Academy of International Business Sri Lanka (AIB) held its second graduation at the Bandaranaike Memorial International Conference Hall with over fifty graduates successfully passing out. At the recent graduation, the business academy signed its MOU with the University of the Pacific.

The signing of the MOU is a major milestone for the business academy. The courses offered are DBA, MBA, and BBA top-up programs through AIB. Prof Liam, Rector – of the University of Pacific, expressed confidence that the program delivered by AIB will be very beneficial.

The event was graced by passed graduates, teachers, and lecturers, the ceremony was hosted by the chief guest and the regional director of ABE(UK) Dr Praveen Mahendran. “The ABE(UK) is one of the long-standing professional awarding bodies from the UK and AIB is proud to be associated with ABE and approved by the awarding body.

Hard work, competency and capability are the values that produce results, through the AIB and its programs these are achievable.
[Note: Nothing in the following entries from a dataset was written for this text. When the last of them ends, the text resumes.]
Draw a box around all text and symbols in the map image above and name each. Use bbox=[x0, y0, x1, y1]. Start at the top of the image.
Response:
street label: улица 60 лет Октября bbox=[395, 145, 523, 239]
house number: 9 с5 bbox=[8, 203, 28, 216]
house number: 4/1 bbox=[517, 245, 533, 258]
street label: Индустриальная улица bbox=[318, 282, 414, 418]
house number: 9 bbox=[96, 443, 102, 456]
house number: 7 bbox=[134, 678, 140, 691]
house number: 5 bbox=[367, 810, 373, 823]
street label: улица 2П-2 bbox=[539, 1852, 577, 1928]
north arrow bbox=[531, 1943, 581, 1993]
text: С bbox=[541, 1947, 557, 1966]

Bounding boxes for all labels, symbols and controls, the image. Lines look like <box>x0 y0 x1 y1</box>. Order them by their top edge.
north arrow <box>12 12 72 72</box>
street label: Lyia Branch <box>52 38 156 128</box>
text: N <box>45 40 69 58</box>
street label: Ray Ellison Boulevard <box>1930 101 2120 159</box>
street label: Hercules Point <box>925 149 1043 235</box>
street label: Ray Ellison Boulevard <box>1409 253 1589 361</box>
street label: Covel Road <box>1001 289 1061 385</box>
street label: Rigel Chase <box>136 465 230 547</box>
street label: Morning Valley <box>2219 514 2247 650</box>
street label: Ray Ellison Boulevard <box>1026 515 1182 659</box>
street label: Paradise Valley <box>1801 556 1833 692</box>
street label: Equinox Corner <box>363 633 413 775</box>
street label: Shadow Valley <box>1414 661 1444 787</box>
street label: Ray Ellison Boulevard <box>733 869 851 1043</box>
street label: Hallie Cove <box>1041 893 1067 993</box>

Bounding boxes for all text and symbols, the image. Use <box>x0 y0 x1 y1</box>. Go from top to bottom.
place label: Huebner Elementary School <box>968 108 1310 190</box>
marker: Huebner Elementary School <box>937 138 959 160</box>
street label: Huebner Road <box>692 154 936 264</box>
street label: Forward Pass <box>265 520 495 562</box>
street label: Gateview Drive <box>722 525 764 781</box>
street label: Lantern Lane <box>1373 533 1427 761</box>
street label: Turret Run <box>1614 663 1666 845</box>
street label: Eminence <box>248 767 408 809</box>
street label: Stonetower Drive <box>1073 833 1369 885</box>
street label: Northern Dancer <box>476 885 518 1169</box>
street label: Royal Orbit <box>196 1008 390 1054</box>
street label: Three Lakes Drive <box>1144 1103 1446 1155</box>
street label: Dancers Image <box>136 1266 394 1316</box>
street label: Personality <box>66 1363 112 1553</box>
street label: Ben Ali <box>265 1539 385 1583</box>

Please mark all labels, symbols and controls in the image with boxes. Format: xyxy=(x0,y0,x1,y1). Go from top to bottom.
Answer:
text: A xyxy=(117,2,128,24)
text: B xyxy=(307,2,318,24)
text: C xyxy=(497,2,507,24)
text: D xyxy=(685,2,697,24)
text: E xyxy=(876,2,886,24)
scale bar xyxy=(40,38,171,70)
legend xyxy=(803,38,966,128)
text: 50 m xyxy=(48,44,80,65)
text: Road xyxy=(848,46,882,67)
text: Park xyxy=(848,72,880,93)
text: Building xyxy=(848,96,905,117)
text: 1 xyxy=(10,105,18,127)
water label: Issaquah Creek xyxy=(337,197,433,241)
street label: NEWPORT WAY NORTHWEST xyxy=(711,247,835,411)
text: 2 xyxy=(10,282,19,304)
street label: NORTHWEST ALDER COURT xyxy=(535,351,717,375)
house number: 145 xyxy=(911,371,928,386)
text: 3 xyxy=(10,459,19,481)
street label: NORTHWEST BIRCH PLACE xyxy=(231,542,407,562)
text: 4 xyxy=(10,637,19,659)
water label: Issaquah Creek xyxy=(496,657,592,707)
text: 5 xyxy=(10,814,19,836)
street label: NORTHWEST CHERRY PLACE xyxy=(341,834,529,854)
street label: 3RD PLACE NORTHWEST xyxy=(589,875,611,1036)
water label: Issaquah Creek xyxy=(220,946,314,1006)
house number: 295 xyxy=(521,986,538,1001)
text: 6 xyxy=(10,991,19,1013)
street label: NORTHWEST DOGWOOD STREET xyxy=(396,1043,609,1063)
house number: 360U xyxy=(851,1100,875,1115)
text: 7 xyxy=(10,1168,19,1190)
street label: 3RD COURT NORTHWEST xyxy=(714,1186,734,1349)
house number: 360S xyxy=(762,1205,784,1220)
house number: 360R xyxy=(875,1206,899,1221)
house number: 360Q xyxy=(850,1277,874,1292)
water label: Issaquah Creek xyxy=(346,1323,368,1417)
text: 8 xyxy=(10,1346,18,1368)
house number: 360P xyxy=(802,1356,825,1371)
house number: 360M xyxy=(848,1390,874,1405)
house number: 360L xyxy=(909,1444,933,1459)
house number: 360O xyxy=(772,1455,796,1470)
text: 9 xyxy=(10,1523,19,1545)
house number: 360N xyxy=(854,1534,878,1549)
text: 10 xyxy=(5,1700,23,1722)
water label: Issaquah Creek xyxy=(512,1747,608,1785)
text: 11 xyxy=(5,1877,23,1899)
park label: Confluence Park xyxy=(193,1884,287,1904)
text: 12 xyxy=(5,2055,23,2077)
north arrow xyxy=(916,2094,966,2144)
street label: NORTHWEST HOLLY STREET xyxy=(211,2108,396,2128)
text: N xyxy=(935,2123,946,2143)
Every student is encouraged to show their full potential”.

The distinguished guests were the Vice President of the BNI Pioneer Chapter, Dilan Fonseka. He emphasized, the importance of students gaining experience in entrepreneurial skills and business development by enrolling at BNI. AIB is a member of BNI, which creates multiple opportunities.

About the Academy of International Business: AIB is recognized for its management programs, digital marketing, marketing, and English language programs such as IELTS, and PTE. It’s widely popular among students in search of pursuing business and management courses.The Director of AIB Sri Lanka, Chrishankar Janathanan, expressed the institute’s commitment to providing the best quality education. It’s not only a center that is simply cornered to the education sector but also has focused its efforts on recruitment services and digital agency services.